(Analysis by Nick Wu)

Start by sorting the patches of the grass in increasing order of quality.

Let $f(i)$ be the maximum energy that we can accumulate if we end at patch $i$.

From patch $i$, we can compute the minimum distance from patch $i$ to every other patch. Then, for every patch $j$ where patch $j$ has lower quality grass than patch $i$, we have that $f(i) \ge f(j) + q_j - E * d(i,j)$.

It takes linear time to compute this information for a given patch.

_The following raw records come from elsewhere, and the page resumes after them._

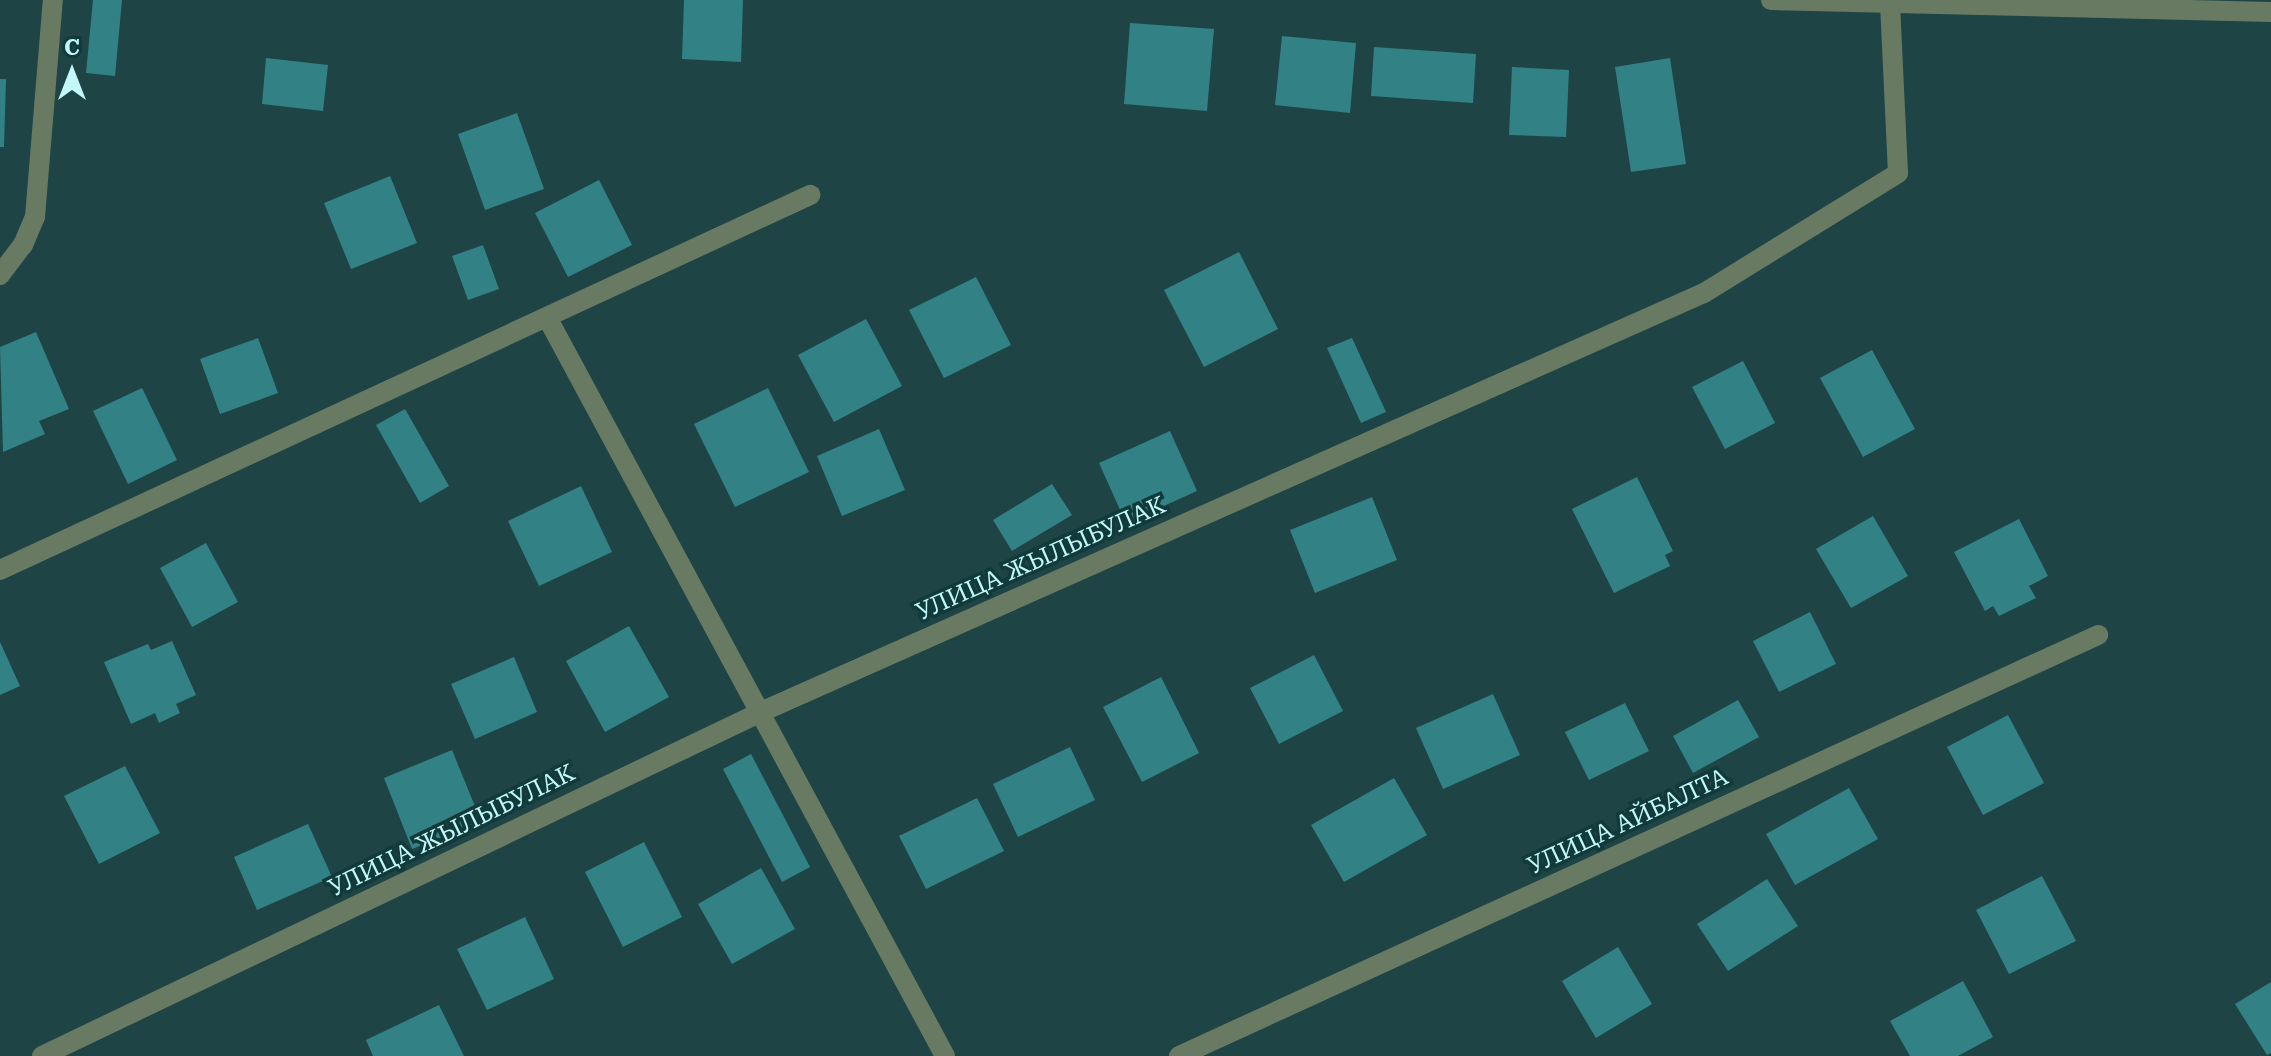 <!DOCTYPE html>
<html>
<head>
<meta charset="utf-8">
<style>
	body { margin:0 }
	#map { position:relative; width:2271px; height:1056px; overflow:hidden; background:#1e4446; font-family:"Roboto Serif",serif }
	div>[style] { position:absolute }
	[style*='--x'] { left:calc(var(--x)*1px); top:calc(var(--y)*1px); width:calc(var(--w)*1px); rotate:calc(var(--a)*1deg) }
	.building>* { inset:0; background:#328285 }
	.street>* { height:20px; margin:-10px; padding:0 10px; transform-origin:10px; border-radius:10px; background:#687b62 }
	span { translate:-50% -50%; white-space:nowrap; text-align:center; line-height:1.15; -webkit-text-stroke:7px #133a3b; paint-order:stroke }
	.street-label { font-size:24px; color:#c2f8f9 }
	.north { position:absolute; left:32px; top:32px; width:80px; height:80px; -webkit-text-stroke:6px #133a3b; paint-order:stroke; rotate:0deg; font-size:22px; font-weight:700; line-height:32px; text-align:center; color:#c2f8f9 }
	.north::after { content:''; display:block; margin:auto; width:28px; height:36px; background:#c2f8f9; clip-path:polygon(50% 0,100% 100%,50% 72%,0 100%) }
</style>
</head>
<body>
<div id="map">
	<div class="building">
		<i style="clip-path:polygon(93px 0,122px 0,115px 76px,86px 73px)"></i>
		<i style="clip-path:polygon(684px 0,743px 0,741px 62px,682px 59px)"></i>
		<i style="clip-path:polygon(1130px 23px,1214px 29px,1207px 111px,1124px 104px)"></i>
		<i style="clip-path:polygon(1282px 36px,1356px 43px,1350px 113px,1275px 105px)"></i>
		<i style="clip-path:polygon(1374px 47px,1476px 54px,1473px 103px,1371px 96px)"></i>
		<i style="clip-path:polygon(266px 58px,328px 65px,323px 111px,262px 104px)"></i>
		<i style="clip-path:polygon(1670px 58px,1686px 164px,1631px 172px,1615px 67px)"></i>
		<i style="clip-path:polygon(1512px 67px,1569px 70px,1566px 137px,1509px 135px)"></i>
		<i style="clip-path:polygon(0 79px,6px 79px,4px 147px,0 147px)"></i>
		<i style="clip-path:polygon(517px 113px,544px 189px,485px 210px,458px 134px)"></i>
		<i style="clip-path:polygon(390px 176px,417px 243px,351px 269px,324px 203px)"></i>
		<i style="clip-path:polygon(599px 180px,632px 245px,568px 277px,535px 213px)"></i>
		<i style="clip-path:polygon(483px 245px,499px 289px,468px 300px,452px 256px)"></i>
		<i style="clip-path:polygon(1239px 252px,1278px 329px,1204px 367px,1164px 290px)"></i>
		<i style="clip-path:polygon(976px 277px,1011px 345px,944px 378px,909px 310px)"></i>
		<i style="clip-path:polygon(866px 319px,902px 386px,834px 422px,798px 355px)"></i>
		<i style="clip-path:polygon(36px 332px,69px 409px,39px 421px,45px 434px,3px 452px,0 347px)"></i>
		<i style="clip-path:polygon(258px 338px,278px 393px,220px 414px,200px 359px)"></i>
		<i style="clip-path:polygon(1352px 338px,1386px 412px,1361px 423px,1327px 348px)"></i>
		<i style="clip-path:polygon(1872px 350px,1915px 429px,1863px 457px,1820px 378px)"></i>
		<i style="clip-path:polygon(1743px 361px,1775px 423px,1725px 449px,1692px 387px)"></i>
		<i style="clip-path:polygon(142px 388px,177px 460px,128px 484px,93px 411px)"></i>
		<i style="clip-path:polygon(768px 388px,809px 472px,735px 507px,694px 424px)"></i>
		<i style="clip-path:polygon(405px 409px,449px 486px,420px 503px,376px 425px)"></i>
		<i style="clip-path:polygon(879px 429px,905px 490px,842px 516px,817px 456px)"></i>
		<i style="clip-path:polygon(1170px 431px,1197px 491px,1126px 523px,1099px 463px)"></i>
		<i style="clip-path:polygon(1637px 477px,1673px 551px,1665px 555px,1670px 566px,1614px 593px,1572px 509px)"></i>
		<i style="clip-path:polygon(1052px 484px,1072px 515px,1012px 551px,993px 520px)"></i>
		<i style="clip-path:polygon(581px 486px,612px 552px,539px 586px,508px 521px)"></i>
		<i style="clip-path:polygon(1372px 497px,1397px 560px,1315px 593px,1290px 530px)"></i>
		<i style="clip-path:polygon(1873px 516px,1908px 576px,1851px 608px,1816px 549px)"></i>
		<i style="clip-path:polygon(2019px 519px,2048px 576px,2029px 586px,2036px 598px,1999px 616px,1993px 606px,1985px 611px,1954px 552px)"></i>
		<i style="clip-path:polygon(206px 543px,238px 602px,192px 627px,160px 568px)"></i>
		<i style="clip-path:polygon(1810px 612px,1836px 664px,1779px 692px,1753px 641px)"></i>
		<i style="clip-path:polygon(629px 626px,669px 697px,605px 732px,566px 661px)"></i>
		<i style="clip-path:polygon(172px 641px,196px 695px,176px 704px,180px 713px,159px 723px,155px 713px,131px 724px,104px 662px,148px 644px,151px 650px)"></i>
		<i style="clip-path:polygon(0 642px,20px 686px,0 695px)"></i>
		<i style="clip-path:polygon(1314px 655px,1343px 711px,1279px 744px,1250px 688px)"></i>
		<i style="clip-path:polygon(514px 657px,537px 712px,475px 739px,451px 684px)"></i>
		<i style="clip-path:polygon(1161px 677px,1199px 753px,1142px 782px,1103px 707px)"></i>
		<i style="clip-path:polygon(1493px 694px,1520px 755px,1443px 789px,1416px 728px)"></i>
		<i style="clip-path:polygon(1738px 700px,1759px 737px,1693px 773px,1673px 736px)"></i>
		<i style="clip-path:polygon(1625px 703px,1649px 751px,1589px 780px,1565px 732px)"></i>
		<i style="clip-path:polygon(2008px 715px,2044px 783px,1983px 815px,1947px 747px)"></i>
		<i style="clip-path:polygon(1070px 747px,1095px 800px,1018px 837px,993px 784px)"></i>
		<i style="clip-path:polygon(452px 750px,481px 821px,412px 849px,384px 778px)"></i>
		<i style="clip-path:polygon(751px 754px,810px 867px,782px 882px,723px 769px)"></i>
		<i style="clip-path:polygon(125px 766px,160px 833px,99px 864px,64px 796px)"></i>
		<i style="clip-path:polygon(1394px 778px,1427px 835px,1344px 882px,1311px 825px)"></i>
		<i style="clip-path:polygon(1849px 788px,1878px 839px,1795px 885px,1766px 834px)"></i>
		<i style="clip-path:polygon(977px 798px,1004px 851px,926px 889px,899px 836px)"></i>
		<i style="clip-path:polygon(308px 824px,332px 877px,257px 910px,234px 857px)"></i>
		<i style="clip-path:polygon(644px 842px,682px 917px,623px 947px,585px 872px)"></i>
		<i style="clip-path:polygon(761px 868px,795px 929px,732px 964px,698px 904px)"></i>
		<i style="clip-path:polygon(2042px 876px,2076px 941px,2009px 974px,1976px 910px)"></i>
		<i style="clip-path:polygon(1767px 879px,1798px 926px,1728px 971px,1697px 924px)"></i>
		<i style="clip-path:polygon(525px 917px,554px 979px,487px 1010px,457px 949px)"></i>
		<i style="clip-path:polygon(1618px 947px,1652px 1004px,1596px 1038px,1562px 981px)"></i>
		<i style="clip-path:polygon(1963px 981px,1993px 1037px,1958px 1056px,1910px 1056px,1890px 1021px)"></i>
		<i style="clip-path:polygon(2271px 982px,2271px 1053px,2267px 1055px,2235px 1004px)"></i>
		<i style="clip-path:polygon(439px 1005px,464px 1056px,373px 1056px,366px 1040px)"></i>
	</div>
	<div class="street">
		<i style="--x:1771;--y:0;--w:500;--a:1.37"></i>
		<i style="--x:0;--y:275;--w:38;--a:-53"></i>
		<i style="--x:23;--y:245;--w:30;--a:-67"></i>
		<i style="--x:35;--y:217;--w:218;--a:-85.3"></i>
		<i style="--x:548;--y:319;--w:837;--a:61.69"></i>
		<i style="--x:0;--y:570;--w:893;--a:-24.84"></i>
		<i style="--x:42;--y:1056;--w:797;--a:-25.57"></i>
		<i style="--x:761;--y:712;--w:1032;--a:-23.96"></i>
		<i style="--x:1704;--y:293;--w:228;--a:-31.7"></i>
		<i style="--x:1898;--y:173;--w:171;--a:-92.7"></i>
		<i style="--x:1179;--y:1056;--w:1011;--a:-24.61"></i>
	</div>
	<div class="street-label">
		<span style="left:1041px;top:559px;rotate:-24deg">УЛИЦА ЖЫЛЫБУЛАК</span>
		<span style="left:1628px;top:822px;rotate:-25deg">УЛИЦА АЙБАЛТА</span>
		<span style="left:452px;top:831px;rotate:-26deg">УЛИЦА ЖЫЛЫБУЛАК</span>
	</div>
	<div class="north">С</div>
</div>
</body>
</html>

If we sort all the patches initially in $O(N \log N)$, then this process takes $O(N^2)$, which will run in time.

Here is Mark Gordon's code.

#include <iostream>
#include <vector>
#include <algorithm>
#include <cstdio>
#include <queue>
#include <cstring>

using namespace std;

#define MAXN 1010

int Q[MAXN];
int DP[MAXN];
int D[MAXN];
vector<int> E[MAXN];

int main() {
  freopen("buffet.in", "r", stdin);
  freopen("buffet.out", "w", stdout);

  int N, ECST;
  cin >> N >> ECST;
  for (int i = 0; i < N; i++) {
    int D;
    cin >> Q[i] >> D;
    for (int j = 0; j < D; j++) {
      int v;
      cin >> v;
      E[i].push_back(v - 1);
    }
  }

  vector<int> PI;
  for (int i = 0; i < N; i++) {
    PI.push_back(i);
  }
  sort(PI.begin(), PI.end(), [&](int x, int y) {
    return Q[x] < Q[y];
  });

  int result = 0;
  for (int i = N - 1; i >= 0; i--) {
    int u = PI[i];

    queue<int> q;
    memset(D, -1, sizeof(D));
    q.push(u);
    D[u] = 0;
    while (!q.empty()) {
      int v = q.front();
      q.pop();
      for (int i = 0; i < E[v].size(); i++) {
        int nv = E[v][i];
        if (D[nv] == -1) {
          D[nv] = D[v] + 1;
          q.push(nv);
        }
      }
    }

    int res = Q[u];
    for (int j = 0; j < N; j++) {
      if (D[j] != -1) {
        res = max(res, Q[u] + DP[j] - ECST * D[j]);
      }
    }
    DP[u] = res;
    result = max(result, res);
  }

  cout << result << endl;
  return 0;
}